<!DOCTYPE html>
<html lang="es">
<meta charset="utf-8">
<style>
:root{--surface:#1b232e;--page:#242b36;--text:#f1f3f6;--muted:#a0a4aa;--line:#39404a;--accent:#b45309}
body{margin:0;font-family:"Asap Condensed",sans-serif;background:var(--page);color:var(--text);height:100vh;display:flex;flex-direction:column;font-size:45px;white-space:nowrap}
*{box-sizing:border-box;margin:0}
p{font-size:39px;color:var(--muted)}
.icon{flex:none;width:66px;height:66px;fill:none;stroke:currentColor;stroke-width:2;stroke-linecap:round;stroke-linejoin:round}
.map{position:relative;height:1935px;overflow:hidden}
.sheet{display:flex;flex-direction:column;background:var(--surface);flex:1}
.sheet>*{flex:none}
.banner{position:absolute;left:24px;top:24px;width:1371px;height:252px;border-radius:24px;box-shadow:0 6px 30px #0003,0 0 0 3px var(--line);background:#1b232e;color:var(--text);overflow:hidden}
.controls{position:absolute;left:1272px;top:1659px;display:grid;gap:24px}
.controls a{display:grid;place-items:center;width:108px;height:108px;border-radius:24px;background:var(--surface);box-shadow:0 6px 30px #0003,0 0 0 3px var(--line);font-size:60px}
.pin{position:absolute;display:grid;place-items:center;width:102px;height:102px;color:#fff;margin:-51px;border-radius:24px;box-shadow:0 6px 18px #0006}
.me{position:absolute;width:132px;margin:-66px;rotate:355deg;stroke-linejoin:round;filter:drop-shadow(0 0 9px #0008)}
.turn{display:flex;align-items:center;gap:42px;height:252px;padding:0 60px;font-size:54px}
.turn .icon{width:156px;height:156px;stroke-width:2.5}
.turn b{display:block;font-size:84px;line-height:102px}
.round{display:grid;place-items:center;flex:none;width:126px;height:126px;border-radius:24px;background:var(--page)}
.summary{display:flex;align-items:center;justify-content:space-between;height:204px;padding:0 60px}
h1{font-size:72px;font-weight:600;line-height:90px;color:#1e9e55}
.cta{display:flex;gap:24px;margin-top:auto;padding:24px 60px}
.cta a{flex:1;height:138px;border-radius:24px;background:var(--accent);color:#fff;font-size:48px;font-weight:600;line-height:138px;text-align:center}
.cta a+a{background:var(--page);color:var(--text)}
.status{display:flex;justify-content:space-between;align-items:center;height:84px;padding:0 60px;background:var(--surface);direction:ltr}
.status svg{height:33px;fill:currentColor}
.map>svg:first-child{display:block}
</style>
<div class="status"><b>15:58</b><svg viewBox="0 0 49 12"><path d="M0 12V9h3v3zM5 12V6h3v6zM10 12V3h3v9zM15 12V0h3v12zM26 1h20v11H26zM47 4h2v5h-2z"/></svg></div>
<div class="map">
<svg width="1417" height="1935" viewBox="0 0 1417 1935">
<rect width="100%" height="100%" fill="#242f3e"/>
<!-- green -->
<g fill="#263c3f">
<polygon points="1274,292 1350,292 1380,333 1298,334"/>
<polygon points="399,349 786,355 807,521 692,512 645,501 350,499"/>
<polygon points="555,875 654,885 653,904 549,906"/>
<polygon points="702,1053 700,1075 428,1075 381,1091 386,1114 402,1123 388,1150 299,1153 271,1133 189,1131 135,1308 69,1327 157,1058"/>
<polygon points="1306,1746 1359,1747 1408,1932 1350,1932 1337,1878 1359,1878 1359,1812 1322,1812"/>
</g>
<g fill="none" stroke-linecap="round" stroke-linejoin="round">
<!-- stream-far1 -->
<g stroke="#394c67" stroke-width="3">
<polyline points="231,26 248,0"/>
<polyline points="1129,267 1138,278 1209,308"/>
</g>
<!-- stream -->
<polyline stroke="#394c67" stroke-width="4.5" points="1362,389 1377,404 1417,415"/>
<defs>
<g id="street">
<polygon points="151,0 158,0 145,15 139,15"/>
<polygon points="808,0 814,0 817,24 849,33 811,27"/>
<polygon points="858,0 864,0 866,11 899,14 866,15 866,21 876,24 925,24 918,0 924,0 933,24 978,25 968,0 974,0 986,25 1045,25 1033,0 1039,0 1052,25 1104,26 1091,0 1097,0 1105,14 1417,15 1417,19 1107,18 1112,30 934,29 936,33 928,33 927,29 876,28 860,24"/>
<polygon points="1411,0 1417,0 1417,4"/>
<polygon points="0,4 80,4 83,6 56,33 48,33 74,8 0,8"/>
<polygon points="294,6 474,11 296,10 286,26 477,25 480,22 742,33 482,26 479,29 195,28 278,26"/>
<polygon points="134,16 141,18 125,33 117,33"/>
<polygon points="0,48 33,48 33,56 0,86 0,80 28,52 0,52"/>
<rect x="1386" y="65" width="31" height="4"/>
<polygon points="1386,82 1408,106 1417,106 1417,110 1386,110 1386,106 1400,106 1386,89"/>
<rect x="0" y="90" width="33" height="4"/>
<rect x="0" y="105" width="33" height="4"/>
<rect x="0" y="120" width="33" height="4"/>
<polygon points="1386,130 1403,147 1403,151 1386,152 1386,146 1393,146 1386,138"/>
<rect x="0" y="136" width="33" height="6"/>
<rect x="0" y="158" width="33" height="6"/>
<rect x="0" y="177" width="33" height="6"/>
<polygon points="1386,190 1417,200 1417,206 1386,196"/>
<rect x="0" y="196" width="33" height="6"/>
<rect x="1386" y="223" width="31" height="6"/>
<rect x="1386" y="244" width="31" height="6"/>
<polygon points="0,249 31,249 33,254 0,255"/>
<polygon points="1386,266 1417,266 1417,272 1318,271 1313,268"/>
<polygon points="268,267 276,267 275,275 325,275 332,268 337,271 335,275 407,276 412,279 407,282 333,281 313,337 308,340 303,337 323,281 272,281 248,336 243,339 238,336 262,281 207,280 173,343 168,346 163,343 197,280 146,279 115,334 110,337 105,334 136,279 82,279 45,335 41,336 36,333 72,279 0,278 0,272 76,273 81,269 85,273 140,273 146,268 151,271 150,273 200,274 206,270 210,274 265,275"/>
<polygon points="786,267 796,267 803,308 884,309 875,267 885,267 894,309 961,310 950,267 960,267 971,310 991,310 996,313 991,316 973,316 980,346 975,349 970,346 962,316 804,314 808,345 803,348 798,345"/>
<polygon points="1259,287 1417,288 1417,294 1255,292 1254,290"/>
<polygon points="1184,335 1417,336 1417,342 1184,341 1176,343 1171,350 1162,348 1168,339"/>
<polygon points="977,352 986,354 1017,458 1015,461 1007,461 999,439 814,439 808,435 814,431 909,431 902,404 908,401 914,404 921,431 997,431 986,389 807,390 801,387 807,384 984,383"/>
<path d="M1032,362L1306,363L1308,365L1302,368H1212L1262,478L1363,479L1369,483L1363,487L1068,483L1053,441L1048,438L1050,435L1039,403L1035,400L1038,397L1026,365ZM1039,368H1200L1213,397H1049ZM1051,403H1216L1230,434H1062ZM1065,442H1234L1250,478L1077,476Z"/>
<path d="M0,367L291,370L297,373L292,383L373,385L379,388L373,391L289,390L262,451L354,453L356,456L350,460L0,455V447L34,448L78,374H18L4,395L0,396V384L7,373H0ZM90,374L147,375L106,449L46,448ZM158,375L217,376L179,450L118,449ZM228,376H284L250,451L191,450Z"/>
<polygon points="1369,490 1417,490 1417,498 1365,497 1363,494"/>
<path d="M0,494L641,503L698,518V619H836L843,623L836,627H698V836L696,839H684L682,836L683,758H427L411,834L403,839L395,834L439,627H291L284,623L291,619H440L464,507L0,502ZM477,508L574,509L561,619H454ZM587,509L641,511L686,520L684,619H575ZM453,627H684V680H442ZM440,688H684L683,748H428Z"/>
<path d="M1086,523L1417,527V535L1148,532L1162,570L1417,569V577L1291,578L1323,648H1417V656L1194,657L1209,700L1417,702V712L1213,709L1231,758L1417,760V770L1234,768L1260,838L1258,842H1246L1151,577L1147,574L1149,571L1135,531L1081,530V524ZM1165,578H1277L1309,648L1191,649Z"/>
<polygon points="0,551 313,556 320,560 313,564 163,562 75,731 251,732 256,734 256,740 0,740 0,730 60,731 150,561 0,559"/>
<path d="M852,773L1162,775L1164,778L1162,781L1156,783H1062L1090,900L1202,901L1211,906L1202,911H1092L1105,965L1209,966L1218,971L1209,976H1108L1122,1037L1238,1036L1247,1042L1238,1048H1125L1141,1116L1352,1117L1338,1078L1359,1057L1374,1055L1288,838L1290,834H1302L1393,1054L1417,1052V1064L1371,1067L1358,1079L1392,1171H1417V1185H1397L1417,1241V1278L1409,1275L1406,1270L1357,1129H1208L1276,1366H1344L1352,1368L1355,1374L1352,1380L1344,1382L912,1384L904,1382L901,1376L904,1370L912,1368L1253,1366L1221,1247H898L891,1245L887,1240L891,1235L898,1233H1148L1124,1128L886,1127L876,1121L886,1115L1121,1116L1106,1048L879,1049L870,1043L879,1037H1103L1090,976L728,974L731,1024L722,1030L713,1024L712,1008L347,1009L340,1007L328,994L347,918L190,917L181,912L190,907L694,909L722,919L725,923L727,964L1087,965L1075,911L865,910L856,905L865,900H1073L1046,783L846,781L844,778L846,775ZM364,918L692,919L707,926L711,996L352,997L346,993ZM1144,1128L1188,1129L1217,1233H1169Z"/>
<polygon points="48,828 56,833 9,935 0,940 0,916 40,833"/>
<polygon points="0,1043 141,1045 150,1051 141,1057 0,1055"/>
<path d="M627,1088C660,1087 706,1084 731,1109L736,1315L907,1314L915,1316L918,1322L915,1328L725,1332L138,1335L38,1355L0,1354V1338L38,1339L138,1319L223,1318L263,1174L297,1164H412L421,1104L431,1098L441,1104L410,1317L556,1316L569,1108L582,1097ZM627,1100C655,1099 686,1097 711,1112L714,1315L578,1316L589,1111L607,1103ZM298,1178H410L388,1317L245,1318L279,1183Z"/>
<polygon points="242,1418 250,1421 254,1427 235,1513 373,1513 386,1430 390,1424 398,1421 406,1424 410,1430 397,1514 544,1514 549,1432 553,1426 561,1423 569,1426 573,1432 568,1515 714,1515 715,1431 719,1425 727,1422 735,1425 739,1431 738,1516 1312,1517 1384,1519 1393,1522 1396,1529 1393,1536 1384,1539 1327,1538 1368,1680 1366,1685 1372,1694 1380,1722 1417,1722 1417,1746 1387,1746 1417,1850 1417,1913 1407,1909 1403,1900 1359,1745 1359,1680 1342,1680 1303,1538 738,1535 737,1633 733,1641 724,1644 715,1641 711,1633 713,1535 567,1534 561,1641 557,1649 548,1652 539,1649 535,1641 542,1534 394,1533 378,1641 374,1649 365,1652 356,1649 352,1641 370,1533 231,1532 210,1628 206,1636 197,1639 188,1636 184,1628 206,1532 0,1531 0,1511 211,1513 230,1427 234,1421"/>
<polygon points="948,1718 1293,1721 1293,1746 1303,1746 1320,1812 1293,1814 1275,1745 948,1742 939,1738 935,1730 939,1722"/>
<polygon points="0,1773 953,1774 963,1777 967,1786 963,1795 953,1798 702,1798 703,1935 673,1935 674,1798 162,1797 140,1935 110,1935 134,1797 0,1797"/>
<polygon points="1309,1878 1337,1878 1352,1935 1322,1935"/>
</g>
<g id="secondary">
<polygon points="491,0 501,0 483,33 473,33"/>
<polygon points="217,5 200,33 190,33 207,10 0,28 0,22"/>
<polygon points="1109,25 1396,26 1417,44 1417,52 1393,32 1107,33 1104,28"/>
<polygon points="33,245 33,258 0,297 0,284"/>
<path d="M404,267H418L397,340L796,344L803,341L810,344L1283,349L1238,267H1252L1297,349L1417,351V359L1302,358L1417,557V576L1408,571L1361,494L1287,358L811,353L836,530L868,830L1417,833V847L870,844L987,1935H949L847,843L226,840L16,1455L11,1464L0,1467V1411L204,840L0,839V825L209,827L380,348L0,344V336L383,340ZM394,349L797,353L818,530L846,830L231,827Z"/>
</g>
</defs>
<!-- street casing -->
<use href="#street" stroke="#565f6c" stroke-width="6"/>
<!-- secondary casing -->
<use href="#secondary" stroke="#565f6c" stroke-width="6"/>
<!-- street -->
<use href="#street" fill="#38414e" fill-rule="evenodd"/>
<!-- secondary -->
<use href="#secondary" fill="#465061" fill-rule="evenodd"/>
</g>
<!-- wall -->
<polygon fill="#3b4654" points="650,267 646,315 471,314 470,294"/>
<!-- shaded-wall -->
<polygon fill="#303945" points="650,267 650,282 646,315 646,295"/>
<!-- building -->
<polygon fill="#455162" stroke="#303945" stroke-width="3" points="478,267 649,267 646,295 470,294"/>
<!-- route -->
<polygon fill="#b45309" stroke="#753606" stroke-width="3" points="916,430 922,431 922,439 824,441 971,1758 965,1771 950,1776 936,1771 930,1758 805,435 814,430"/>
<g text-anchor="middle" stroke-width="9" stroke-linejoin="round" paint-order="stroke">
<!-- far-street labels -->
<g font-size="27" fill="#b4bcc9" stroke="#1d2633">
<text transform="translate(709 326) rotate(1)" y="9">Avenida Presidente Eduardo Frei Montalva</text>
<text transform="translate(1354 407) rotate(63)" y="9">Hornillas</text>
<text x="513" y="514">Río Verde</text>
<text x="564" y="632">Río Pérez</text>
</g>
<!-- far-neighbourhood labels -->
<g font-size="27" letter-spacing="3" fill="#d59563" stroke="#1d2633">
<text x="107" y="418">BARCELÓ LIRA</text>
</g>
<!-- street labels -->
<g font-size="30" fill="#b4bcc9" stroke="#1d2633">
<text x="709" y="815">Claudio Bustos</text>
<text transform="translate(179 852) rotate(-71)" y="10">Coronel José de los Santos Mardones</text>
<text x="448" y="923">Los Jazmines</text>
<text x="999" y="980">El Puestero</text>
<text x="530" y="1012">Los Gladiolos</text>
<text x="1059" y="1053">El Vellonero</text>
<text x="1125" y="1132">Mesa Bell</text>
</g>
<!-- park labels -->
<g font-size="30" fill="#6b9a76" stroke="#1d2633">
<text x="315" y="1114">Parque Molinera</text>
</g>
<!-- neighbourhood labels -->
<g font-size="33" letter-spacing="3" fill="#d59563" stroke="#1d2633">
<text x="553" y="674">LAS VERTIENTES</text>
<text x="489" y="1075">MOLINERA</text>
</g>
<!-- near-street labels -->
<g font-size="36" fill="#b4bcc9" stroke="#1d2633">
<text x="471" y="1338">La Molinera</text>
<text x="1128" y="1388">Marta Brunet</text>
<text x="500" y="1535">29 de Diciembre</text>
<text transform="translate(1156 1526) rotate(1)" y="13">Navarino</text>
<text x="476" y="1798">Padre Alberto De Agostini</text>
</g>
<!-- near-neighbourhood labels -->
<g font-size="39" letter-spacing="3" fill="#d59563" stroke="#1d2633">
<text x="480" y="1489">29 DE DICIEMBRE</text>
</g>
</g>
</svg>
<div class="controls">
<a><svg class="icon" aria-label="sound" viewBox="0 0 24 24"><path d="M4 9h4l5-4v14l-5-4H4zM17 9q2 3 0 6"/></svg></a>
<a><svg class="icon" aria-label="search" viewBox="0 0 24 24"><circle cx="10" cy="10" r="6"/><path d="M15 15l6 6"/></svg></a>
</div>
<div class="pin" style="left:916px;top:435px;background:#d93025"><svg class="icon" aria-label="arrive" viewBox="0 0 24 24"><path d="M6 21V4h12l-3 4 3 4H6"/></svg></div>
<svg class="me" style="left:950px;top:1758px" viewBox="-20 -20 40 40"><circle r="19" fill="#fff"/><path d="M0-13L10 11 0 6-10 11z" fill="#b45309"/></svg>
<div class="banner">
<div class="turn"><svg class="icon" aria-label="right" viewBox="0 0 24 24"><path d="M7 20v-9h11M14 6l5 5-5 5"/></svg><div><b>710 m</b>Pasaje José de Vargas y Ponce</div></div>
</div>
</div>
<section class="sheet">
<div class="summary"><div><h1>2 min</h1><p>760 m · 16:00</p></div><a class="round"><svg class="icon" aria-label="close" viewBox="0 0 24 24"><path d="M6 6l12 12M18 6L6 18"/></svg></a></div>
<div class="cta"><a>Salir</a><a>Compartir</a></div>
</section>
· · ·
▶ **PROBLEM REQUIREMENTS**
Copy every line from the records above that contains the word "column".

▶ **RESPONSE TO THE EXERCISE**
body{margin:0;font-family:"Asap Condensed",sans-serif;background:var(--page);color:var(--text);height:100vh;display:flex;flex-direction:column;font-size:45px;white-space:nowrap}
.sheet{display:flex;flex-direction:column;background:var(--surface);flex:1}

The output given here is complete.